Your assignment –
Wherever the word "Minified" occurs in the listing, copy the whole line.

..........

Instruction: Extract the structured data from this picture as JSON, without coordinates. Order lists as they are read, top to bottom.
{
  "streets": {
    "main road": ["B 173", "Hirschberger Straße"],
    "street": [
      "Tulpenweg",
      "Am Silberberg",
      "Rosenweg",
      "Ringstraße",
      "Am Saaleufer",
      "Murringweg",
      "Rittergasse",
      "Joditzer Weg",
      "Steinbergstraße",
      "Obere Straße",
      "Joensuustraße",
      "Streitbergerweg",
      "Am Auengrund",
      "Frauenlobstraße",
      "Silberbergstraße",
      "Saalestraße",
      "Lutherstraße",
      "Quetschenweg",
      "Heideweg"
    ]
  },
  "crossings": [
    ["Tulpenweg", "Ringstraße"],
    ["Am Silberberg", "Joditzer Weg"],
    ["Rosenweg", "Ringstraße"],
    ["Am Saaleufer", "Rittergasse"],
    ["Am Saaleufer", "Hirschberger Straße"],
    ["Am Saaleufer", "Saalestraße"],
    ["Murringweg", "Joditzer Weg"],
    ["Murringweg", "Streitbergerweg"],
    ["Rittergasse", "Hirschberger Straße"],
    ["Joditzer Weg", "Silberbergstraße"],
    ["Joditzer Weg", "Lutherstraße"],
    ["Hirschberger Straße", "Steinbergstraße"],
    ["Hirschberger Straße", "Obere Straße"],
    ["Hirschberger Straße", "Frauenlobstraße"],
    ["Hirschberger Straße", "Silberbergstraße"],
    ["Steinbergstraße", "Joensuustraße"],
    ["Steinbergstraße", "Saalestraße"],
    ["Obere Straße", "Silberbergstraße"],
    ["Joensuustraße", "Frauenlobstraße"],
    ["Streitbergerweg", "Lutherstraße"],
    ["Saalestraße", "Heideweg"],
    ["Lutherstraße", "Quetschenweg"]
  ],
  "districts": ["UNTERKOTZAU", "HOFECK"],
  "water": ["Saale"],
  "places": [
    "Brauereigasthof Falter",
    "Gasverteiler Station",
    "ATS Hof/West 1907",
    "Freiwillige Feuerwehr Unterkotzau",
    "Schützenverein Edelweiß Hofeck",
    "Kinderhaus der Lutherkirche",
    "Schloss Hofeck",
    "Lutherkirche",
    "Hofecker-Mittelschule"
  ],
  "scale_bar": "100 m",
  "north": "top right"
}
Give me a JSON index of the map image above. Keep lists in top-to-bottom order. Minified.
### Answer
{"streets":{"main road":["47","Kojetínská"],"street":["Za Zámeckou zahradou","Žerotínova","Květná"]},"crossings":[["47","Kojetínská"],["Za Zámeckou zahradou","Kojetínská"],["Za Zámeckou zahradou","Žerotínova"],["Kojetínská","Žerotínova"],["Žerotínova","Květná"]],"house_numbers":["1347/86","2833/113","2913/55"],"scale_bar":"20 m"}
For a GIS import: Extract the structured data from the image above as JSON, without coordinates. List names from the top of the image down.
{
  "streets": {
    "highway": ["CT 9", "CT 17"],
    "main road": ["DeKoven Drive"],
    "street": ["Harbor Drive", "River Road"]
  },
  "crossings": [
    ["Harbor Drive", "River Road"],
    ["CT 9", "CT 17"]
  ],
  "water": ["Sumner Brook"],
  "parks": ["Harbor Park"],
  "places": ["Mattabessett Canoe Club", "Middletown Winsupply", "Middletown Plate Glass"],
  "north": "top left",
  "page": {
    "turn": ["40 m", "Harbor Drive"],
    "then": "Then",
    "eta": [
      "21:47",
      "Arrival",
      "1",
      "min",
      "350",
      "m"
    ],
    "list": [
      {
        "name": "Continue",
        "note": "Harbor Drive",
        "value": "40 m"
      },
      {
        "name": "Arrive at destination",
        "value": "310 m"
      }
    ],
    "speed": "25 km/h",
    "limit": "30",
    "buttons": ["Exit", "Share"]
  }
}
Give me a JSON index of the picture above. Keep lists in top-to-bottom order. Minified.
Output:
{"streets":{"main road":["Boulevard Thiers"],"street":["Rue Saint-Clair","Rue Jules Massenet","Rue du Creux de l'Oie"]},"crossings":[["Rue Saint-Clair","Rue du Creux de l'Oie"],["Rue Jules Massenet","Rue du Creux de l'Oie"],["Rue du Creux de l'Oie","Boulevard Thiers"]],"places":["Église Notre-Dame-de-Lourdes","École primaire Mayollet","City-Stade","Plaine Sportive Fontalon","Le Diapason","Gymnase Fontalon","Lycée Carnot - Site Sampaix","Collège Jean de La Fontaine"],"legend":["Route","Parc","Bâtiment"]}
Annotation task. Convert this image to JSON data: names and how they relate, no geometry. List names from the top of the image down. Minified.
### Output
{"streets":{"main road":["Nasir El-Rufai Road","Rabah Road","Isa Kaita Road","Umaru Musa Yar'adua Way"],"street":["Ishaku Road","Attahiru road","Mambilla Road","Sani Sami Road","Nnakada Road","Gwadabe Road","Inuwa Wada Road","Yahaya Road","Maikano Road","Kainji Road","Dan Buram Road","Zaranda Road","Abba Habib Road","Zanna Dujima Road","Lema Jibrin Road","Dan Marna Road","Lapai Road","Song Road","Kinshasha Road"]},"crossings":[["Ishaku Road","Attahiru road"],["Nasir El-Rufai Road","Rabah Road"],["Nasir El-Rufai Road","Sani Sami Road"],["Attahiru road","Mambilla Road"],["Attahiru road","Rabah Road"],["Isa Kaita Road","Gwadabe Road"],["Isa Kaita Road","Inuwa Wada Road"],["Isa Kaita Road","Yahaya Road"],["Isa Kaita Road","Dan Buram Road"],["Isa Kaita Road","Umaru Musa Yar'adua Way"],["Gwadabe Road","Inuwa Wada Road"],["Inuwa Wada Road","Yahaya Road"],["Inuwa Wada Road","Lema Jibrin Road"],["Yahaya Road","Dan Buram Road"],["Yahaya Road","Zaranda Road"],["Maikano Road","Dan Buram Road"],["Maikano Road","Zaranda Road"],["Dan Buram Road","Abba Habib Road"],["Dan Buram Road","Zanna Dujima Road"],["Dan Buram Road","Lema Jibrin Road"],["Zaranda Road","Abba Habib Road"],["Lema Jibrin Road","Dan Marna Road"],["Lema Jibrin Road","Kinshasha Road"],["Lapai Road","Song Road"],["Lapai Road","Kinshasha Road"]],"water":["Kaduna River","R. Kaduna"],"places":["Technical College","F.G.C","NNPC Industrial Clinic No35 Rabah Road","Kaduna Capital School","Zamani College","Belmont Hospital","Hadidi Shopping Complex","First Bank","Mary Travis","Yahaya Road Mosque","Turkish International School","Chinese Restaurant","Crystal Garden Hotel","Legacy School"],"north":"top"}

..........

Response to the exercise –
Give me a JSON index of the map image above. Keep lists in top-to-bottom order. Minified.
Give me a JSON index of the picture above. Keep lists in top-to-bottom order. Minified.
Annotation task. Convert this image to JSON data: names and how they relate, no geometry. List names from the top of the image down. Minified.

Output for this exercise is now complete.